— Assignment —
If a line in the records below includes the word "lines", count it, then give the total and nothing else.

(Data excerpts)

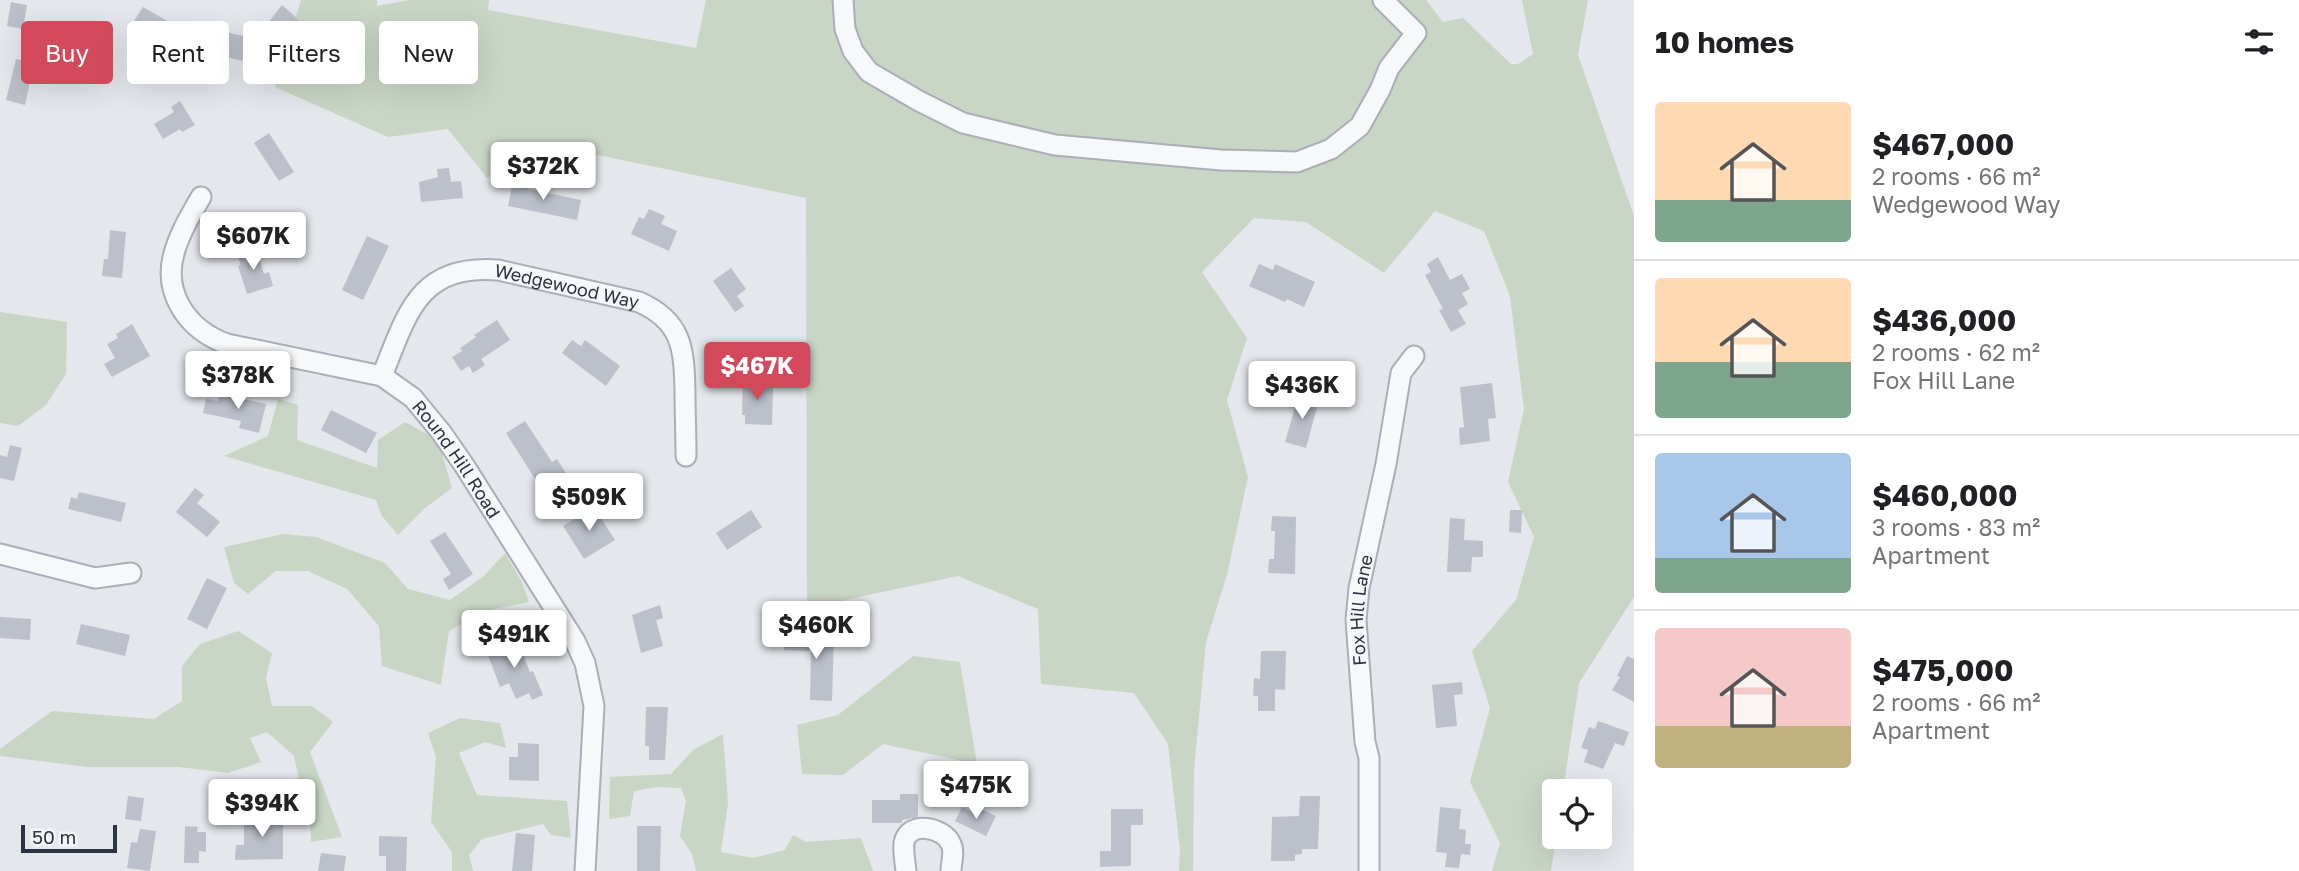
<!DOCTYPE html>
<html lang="en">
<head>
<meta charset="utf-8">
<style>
  body { margin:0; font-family:"Golos Text",sans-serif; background:#f2f2f2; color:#202124; height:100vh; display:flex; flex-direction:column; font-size:26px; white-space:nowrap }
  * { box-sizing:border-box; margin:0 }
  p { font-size:23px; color:#757577 }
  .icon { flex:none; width:38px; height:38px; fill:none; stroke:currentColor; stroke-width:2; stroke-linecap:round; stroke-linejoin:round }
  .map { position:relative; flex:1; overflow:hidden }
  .drawer { display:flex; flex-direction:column; background:#fff; width:665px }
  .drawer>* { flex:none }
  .guide { position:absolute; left:21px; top:21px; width:665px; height:63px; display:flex; gap:14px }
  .tools { position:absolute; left:1542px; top:779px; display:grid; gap:14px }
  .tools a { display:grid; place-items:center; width:70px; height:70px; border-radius:7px; background:#fff; box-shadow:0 7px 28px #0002; font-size:35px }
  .scale { position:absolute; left:21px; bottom:18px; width:96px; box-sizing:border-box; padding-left:7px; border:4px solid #2b3445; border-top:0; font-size:19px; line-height:24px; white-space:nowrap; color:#2b3445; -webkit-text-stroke:5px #f4f6f9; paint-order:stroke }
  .price { position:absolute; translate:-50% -60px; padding:0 16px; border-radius:7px; background:#fff; color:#222; font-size:23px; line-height:46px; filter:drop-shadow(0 2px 4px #0008) }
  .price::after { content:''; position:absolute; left:50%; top:42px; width:21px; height:16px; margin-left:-10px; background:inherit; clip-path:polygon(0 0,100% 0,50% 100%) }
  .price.on { background:#d1495b; color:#fff }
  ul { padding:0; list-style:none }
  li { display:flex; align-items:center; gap:21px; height:175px; padding:0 21px }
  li+li { border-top:2px solid #e0e0e0 }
  li span { display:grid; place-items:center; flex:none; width:196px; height:140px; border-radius:7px; color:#555 }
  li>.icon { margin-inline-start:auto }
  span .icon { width:84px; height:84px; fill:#fffc; stroke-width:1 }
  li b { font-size:30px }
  h2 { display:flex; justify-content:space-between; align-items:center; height:84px; padding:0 21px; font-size:30px }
  .chip { padding:0 24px; border-radius:7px; background:#fff; box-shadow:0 7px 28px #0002; font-size:24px; line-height:63px }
  .chip.on { background:#d1495b; color:#fff }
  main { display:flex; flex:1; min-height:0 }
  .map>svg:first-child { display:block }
  .green { fill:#c9d6c5 }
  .building { fill:#bbc0ca }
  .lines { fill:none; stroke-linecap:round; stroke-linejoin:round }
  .minor-casing { stroke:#a9aeb7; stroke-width:23 }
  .minor { stroke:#f7f8fa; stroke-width:19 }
  .labels { text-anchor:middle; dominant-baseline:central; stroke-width:5; stroke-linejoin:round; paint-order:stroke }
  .street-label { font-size:18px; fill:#2b3445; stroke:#f4f6f9 }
</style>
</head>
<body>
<main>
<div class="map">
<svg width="1634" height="871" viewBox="0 0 1634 871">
  <rect width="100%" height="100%" fill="#e4e7ec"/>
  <g class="green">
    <polygon points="301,0 377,0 377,6 409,0 489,0 488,10 696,48 706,0 1426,0 1443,22 1463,18 1511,64 1518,64 1533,54 1522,0 1588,0 1578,55 1634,216 1634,597 1579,683 1563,791 1554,791 1554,836 1556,837 1551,871 1492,871 1500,843 1470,782 1490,708 1472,651 1516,600 1534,537 1508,482 1524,409 1510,296 1484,231 1435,211 1384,273 1306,222 1254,218 1202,272 1247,338 1227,400 1248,477 1227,575 1206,642 1194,770 1193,871 1179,871 1180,850 1168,744 1134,693 1041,684 1038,609 958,576 807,608 806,198 534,142 487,178 448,129 388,137 275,87"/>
    <polygon points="0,312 67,322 66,374 46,405 18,426 0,423"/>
    <polygon points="278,399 298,405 297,440 377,468 378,440 405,422 438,440 452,488 425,508 398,535 382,516 376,500 224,456 268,436"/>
    <polygon points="283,534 316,537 385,563 408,589 450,600 484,576 505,553 522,582 529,602 484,611 449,631 441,685 382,666 379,626 347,589 308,571 276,571 248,594 234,583 224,547"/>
    <polygon points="238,631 272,653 266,678 272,706 312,706 333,722 310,752 342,837 311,842 310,813 300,784 294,756 267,732 250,738 261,762 228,773 179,767 87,767 0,756 0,749 52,711 154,719 182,701 182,666 200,644"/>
    <polygon points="913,656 960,662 977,764 883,744 843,775 802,774 797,725 838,715"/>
    <polygon points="460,718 500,723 506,748 485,742 459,753 477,795 567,801 571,838 551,835 543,824 482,839 469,855 473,871 452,871 452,852 431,822 436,757 428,733"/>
    <polygon points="723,734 728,803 721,852 753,858 785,850 793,835 806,842 861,838 873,871 696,871 692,854 680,836 686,801 681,788 657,787 634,791 630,816 609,819 610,777 671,774 693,750"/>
  </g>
  <g class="building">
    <polygon points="11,2 27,5 23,29 7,26"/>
    <polygon points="282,5 299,20 287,32 291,35 278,50 260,33"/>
    <polygon points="143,7 174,25 161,46 130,27"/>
    <polygon points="212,29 248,37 242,61 207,52"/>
    <polygon points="16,59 34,63 25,105 6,100"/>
    <polygon points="180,101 195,125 182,132 180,129 163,139 154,124 174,112 171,107"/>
    <polygon points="269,133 294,172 279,181 254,143"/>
    <polygon points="449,168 451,182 461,181 463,198 421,202 419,182 438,177 437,169"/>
    <polygon points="513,181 529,184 528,189 581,200 577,220 508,206"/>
    <polygon points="649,209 665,216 661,224 677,231 669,251 631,234 639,217 644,219"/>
    <polygon points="110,230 126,232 122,278 102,276 104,259 108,259"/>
    <polygon points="367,236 389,246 363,300 342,290"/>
    <polygon points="256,248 264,274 269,272 273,286 247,294 238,266 241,265 237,254"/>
    <polygon points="1438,257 1450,280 1462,274 1470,289 1462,293 1468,304 1458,310 1466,324 1451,332 1439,310 1443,309 1425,275 1431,272 1427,264"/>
    <polygon points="1259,264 1273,270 1275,264 1315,282 1304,307 1287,299 1285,302 1249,286"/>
    <polygon points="731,268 746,289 737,296 744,306 735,312 713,281"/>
    <polygon points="497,320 510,340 481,359 485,365 473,373 469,366 461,371 452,357 462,351 460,348 476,337 474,335"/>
    <polygon points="132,324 150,356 112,377 104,364 115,358 107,344 118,338 116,334"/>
    <polygon points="572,340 581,346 585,340 620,366 606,386 562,353"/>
    <polygon points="743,378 769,379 769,387 773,387 772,425 745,424 745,415 742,415"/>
    <polygon points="1492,383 1496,418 1488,419 1490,441 1460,445 1459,428 1464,427 1460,387"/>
    <polygon points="220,394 266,404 259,433 239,428 241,421 203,413 206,399 218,401"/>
    <polygon points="1299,394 1319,400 1306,448 1285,442"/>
    <polygon points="331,410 377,433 366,453 321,430"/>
    <polygon points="525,421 552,462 557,459 569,478 550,491 542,479 537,482 506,433"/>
    <polygon points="10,445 22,448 14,481 0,478 0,455 7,457"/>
    <polygon points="195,488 204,495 197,503 220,522 207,537 176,512"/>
    <polygon points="79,492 126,503 121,522 68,509 71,497 77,499"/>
    <polygon points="594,507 615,540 584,559 563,526"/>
    <polygon points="751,510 762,527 727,550 716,533"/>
    <polygon points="1510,510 1522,510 1521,533 1509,532"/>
    <polygon points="1272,516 1296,517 1295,574 1268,573 1269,559 1274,559 1275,531 1271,531"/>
    <polygon points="1450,518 1465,519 1464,540 1483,541 1483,557 1472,557 1471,572 1447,572"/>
    <polygon points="445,532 473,574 449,590 443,579 451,574 430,541"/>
    <polygon points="207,578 227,588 207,629 187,619"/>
    <polygon points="660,605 663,618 656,620 663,646 641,653 632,615"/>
    <polygon points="0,617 31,619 30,640 0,638"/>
    <polygon points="81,624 130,635 125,656 76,644"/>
    <polygon points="784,633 834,634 832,701 810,700 811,651 784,650"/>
    <polygon points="516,638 530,672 533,671 543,695 532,700 529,693 516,699 509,683 500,687 486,650"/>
    <polygon points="1261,651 1286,651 1285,690 1275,689 1275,711 1258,711 1258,696 1253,696 1254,678 1260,679"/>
    <polygon points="1627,656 1634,659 1634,702 1612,690 1620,677 1617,676"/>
    <polygon points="1462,682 1463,694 1454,695 1457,726 1436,728 1432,685"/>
    <polygon points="646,707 668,707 665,760 649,760 649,746 645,746"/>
    <polygon points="1598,721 1629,732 1624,746 1615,743 1603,769 1584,762 1588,750 1581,748 1589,727 1595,729"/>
    <polygon points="518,743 539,744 539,781 509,780 509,757 518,757"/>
    <polygon points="900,794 918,794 918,817 902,820 902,823 872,823 872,800 900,800"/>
    <polygon points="128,796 144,798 141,821 125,819"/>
    <polygon points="1300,796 1320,796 1318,849 1302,849 1302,854 1295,855 1295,861 1271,861 1272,817 1299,816"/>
    <polygon points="962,807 978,815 981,809 996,816 986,836 955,821"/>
    <polygon points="1440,807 1461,809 1459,829 1466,830 1465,844 1471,844 1470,855 1461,854 1459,868 1445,867 1447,853 1436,852"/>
    <polygon points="1111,809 1143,809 1143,825 1131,825 1131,866 1100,867 1100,851 1111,851"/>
    <polygon points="269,814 283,815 283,859 235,860 236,845 244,845 244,818 269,818"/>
    <polygon points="185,826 198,827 197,832 206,832 206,852 199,851 199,863 184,863"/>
    <polygon points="637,826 661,826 660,871 637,871"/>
    <polygon points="140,829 156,831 150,871 127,868 131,842 137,843"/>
    <polygon points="516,833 535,835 532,871 512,871"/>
    <polygon points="379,836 407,837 406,871 386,871 386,856 379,856"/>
    <polygon points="321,853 346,856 344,871 318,871"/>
  </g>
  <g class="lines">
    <defs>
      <g id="minor">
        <polyline points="843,0 845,29 853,51 869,72 919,101 963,123 1055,145 1221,160 1297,162 1331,149 1360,126 1380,90 1389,68 1416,33 1383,0"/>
        <path id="s1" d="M201,197C191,214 181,231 175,250C161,293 188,330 227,344L382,376L413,398L441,432L464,465L575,641L585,663L594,706L585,871"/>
        <path id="s2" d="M382,376C407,314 418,264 498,270L639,302C682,321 684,348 685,391C685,412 686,434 686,456"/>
        <polyline points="0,554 95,578 131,573"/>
        <path d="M906,871C905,862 903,852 904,843C908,820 944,827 951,844C955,852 951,863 951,871"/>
        <path id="s3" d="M1369,871V758L1365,742L1356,620L1359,588L1386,464L1401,373L1414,356"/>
      </g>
    </defs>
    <use href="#minor" class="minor-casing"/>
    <use href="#minor" class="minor"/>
  </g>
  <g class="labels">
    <g class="street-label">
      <text stroke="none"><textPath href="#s2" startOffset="245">Wedgewood Way</textPath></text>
      <text stroke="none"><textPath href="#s1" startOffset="450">Round Hill Road</textPath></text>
      <text stroke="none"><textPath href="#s3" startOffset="262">Fox Hill Lane</textPath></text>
    </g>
  </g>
</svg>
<div class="tools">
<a><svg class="icon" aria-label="locate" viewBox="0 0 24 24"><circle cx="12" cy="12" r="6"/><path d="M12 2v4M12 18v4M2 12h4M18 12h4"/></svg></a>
</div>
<div class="scale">50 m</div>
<b class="price" style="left:543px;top:202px">$372K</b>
<b class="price" style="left:253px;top:272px">$607K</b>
<b class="price on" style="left:757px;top:402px">$467K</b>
<b class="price" style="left:238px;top:411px">$378K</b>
<b class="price" style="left:1302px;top:421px">$436K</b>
<b class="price" style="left:589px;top:533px">$509K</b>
<b class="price" style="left:816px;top:661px">$460K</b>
<b class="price" style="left:514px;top:670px">$491K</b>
<b class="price" style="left:976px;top:821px">$475K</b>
<b class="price" style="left:262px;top:839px">$394K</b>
<div class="guide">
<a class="chip on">Buy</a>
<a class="chip">Rent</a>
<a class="chip">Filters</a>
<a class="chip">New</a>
</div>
</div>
<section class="drawer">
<h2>10 homes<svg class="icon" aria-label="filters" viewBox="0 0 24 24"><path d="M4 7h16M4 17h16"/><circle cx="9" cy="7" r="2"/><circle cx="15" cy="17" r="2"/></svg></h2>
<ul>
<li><span style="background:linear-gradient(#ffd9b3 70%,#7fa58c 0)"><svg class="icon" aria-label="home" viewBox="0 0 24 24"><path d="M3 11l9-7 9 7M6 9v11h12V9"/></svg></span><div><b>$467,000</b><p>2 rooms · 66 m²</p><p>Wedgewood Way</p></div></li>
<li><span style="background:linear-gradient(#ffd9b3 60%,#7fa58c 0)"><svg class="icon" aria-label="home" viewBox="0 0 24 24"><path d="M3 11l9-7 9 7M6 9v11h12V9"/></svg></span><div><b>$436,000</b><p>2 rooms · 62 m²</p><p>Fox Hill Lane</p></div></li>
<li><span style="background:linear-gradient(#a9c7e8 75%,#7fa58c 0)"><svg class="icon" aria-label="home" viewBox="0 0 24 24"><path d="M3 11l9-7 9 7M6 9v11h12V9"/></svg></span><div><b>$460,000</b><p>3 rooms · 83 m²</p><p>Apartment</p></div></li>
<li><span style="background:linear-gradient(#f6c9c9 70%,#c2b280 0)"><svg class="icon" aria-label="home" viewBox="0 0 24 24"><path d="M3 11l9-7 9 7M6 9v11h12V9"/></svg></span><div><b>$475,000</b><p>2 rooms · 66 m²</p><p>Apartment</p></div></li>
</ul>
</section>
</main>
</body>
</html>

— Task output —
2